De acordo com o Ofício 20003/2026, protocolado pelo Legislativo Municipal em 13 de março de 2026, a família relatou escassez de informações técnicas sobre as causas das lesões e dificuldades de compreensão sobre o tratamento ministrado.
Antes do óbito, o bebê apresentou agravamento do quadro clínico por complicações infecciosas, necessitando de nova intubação.
Questionamentos sobre a gestão da unidade
Embora o CHS esteja localizado em Sorocaba, a responsabilidade administrativa e a fiscalização da unidade pertencem à Secretaria de Estado da Saúde de São Paulo e ao Departamento Regional de Saúde.
O acompanhamento parlamentar do caso, feito pelo Vereador Ítalo Moreira, aponta críticas severas à estrutura atual e ao modelo de gestão do hospital. Entre os pontos destacados nas denúncias recentes estão:
- Modelo de Gestão: A unidade é administrada por uma Organização Social de Saúde (OSS) vinculada a um sindicato do setor de construção civil, o que tem gerado questionamentos sobre a expertise técnica para a gestão hospitalar.

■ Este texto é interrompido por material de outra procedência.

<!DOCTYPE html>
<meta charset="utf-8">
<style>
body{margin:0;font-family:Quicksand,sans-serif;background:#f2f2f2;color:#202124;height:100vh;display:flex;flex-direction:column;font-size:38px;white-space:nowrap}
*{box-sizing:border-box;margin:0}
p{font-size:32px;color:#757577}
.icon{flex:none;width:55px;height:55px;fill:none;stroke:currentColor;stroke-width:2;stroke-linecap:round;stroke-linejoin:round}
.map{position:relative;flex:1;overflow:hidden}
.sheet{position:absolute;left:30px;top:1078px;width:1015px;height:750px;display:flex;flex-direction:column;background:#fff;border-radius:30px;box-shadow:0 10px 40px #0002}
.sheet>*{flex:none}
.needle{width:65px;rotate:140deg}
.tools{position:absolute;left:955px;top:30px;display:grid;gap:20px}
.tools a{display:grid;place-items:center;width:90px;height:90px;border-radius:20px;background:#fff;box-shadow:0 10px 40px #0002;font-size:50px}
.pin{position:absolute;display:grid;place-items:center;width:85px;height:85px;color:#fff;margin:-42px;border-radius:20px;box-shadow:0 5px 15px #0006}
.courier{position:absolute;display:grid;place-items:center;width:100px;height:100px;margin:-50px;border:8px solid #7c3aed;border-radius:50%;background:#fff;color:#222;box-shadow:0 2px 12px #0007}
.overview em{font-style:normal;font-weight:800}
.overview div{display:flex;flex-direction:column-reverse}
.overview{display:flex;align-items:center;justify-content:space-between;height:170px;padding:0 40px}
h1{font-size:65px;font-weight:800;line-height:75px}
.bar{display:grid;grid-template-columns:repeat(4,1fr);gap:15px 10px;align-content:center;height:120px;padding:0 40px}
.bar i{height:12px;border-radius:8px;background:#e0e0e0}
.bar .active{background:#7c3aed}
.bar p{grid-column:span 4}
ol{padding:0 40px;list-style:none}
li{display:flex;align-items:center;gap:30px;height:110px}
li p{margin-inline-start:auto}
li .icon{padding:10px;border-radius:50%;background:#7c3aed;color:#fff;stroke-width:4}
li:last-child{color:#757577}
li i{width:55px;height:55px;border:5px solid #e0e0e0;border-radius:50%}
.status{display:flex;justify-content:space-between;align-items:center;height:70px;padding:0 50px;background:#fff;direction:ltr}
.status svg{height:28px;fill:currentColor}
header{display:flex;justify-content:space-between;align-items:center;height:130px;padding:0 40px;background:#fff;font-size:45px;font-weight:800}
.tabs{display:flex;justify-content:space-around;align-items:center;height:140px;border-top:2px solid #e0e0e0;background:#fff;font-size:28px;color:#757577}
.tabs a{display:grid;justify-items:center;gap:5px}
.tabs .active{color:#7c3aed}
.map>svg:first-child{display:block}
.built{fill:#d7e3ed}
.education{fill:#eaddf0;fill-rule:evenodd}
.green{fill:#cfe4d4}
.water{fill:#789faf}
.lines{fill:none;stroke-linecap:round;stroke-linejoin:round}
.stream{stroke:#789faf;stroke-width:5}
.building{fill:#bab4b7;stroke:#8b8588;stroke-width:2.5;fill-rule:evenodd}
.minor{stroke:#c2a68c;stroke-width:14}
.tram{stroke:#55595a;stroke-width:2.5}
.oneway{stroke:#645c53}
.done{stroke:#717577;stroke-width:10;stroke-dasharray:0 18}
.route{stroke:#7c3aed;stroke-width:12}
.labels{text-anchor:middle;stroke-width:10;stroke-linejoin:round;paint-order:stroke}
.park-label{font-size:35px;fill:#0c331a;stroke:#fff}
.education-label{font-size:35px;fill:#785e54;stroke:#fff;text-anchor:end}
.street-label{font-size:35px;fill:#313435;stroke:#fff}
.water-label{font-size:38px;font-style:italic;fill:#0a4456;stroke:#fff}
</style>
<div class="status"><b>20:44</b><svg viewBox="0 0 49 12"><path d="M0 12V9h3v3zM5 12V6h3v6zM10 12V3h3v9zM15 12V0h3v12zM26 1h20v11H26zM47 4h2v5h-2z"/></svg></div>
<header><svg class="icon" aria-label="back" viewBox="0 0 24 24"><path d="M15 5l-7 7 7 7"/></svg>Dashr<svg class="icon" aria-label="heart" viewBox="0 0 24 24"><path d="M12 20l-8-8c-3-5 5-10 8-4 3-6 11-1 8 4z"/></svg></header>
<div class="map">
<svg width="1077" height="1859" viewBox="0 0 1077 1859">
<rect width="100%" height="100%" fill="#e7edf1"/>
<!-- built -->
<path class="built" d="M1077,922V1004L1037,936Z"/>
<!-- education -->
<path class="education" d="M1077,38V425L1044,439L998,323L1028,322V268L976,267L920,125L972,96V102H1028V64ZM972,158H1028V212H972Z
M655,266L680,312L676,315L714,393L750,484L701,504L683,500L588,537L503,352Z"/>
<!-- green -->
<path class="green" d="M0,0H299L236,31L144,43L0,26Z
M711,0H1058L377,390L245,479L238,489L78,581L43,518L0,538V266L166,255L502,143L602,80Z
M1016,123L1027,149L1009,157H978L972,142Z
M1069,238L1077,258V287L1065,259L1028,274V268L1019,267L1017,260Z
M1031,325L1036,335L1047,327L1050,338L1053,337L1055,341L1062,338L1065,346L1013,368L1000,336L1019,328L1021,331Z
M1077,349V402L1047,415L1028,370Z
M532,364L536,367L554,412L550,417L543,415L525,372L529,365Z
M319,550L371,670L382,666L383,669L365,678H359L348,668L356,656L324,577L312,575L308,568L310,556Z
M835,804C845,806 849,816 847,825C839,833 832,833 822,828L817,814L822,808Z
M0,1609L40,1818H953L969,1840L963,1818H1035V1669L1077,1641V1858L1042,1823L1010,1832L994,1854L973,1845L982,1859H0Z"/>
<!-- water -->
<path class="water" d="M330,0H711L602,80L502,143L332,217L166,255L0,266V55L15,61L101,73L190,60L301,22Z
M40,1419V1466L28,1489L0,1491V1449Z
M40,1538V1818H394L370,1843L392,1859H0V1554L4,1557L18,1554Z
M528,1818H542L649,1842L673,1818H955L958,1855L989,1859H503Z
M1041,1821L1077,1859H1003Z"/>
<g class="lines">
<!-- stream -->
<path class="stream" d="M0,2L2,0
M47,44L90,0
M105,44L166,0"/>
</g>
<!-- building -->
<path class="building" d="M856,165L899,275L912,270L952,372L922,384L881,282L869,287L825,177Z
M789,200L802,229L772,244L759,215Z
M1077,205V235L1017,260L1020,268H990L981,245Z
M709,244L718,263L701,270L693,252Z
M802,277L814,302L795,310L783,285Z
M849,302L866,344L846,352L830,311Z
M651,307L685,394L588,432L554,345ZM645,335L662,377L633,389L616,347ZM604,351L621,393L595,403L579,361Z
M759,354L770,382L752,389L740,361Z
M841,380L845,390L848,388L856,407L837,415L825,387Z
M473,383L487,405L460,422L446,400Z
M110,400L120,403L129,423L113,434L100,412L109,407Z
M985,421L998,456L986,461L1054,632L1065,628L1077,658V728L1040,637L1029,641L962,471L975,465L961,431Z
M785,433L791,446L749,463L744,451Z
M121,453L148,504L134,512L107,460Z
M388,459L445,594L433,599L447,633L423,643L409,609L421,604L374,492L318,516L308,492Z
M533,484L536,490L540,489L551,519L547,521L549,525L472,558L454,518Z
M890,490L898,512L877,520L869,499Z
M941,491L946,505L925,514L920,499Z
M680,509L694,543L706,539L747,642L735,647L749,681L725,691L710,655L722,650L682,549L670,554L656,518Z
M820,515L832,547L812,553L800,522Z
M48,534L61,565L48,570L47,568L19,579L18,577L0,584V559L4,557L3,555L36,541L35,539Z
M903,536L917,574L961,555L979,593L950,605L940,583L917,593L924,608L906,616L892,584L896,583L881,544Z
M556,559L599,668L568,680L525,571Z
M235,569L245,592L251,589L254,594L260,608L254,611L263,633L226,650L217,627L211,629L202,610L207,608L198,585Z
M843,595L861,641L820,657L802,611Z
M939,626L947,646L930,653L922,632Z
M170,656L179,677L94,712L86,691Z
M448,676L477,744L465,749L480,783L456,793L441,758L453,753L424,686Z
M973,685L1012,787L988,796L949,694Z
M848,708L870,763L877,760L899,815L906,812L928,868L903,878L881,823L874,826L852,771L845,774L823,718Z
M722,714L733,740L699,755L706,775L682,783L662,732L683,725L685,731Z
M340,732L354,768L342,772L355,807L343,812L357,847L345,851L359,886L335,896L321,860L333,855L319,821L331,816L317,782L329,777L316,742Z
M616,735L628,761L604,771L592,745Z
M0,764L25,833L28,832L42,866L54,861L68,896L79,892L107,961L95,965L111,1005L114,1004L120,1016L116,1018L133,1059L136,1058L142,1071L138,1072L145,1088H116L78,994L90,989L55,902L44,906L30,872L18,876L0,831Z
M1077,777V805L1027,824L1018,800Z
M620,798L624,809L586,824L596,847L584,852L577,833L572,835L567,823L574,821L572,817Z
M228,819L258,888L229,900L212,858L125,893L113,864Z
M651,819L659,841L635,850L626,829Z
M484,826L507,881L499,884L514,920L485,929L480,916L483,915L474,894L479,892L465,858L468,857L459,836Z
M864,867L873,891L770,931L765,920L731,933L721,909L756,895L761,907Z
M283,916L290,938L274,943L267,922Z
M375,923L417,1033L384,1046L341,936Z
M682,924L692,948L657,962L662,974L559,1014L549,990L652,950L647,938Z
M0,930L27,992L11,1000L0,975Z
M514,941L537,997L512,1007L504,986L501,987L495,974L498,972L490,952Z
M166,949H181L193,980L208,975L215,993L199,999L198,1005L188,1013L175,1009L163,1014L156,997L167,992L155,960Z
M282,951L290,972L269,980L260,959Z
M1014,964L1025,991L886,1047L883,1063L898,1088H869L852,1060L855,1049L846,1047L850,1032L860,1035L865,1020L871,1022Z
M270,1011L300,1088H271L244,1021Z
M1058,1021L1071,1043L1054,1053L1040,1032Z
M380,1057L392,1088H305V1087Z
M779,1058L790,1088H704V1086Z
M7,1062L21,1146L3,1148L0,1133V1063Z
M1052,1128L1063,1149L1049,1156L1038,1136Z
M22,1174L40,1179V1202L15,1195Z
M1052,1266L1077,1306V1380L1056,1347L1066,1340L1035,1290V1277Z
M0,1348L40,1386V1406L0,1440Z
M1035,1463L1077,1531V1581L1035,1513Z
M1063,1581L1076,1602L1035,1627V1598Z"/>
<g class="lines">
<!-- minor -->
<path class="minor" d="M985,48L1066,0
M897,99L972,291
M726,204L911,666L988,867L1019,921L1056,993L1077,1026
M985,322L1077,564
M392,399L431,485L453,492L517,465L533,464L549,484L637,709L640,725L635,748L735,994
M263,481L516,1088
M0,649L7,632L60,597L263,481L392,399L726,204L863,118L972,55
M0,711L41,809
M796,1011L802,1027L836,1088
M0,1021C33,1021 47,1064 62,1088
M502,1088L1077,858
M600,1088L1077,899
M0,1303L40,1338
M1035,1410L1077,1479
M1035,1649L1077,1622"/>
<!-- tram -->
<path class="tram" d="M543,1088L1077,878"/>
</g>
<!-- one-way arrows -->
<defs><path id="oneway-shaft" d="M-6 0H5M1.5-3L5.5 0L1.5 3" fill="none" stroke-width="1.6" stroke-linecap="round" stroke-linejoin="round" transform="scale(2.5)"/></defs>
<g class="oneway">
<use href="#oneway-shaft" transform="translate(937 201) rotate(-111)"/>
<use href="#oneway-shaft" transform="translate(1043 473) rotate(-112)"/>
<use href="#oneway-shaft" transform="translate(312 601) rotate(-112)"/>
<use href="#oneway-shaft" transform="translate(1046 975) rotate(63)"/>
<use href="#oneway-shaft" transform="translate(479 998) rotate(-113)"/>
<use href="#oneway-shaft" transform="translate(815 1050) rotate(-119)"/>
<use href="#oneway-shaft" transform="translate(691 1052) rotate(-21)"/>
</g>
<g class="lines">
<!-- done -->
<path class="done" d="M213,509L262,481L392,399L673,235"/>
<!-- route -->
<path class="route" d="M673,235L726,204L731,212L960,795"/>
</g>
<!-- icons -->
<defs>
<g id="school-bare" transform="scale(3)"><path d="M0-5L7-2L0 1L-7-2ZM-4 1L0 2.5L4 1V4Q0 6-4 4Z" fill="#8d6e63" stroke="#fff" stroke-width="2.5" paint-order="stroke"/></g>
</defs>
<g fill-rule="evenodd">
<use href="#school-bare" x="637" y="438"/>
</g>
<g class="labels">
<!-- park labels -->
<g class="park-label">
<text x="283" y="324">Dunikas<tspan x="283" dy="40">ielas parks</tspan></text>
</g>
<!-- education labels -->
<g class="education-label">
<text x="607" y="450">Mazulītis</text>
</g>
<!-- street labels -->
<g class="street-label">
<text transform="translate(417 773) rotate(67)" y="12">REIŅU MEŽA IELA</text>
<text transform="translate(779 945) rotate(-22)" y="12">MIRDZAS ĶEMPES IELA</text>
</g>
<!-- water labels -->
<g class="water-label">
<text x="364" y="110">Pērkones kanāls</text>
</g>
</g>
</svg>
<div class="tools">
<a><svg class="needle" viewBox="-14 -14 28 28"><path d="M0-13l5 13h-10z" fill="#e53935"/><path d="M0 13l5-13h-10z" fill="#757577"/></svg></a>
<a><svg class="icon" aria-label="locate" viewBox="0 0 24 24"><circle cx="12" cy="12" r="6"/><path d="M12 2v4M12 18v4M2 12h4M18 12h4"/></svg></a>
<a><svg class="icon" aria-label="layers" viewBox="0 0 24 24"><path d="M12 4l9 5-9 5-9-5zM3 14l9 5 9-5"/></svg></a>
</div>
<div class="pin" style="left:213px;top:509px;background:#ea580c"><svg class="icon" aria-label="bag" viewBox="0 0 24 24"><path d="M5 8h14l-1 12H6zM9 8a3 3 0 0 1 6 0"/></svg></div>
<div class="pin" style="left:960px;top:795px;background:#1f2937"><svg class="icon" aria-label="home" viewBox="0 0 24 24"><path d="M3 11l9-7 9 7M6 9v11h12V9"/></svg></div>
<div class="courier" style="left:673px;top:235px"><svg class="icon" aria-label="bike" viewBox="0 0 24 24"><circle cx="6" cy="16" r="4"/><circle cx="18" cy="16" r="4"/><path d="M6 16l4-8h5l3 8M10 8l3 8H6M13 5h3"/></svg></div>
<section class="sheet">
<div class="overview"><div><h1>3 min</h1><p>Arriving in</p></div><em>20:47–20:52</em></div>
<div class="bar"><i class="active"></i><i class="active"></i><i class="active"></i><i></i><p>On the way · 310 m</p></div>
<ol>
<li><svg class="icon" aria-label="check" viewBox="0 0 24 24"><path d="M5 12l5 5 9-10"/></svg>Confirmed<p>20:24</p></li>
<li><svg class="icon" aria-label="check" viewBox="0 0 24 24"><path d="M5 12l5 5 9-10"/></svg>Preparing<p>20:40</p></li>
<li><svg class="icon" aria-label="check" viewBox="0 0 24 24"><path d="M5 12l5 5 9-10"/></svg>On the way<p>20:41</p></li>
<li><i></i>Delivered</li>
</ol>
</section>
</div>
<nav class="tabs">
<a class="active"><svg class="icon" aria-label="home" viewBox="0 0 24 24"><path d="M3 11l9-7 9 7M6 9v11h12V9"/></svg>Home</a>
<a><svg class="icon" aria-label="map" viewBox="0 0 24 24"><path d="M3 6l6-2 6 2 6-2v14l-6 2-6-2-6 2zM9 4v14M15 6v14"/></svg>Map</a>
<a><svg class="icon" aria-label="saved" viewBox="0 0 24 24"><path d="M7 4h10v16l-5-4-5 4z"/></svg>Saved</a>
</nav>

- Infecção Hospitalar: Relatos indicam que a evolução do quadro infeccioso teria ocorrido integralmente durante o período de permanência na ala hospitalar.
Providências legais
Com a confirmação da morte, está sendo organizada a sétima denúncia formal ao Ministério Público referente a este caso específico. Paralelamente, o vereador Ítalo Moreira está promovendo um abaixo-assinado que visa a retirada da atual organização gestora da unidade.
O objetivo das representações é apurar se houve negligência médica ou administrativa, além de garantir transparência sobre os eventos adversos registrados durante a hospitalização do recém-nascido.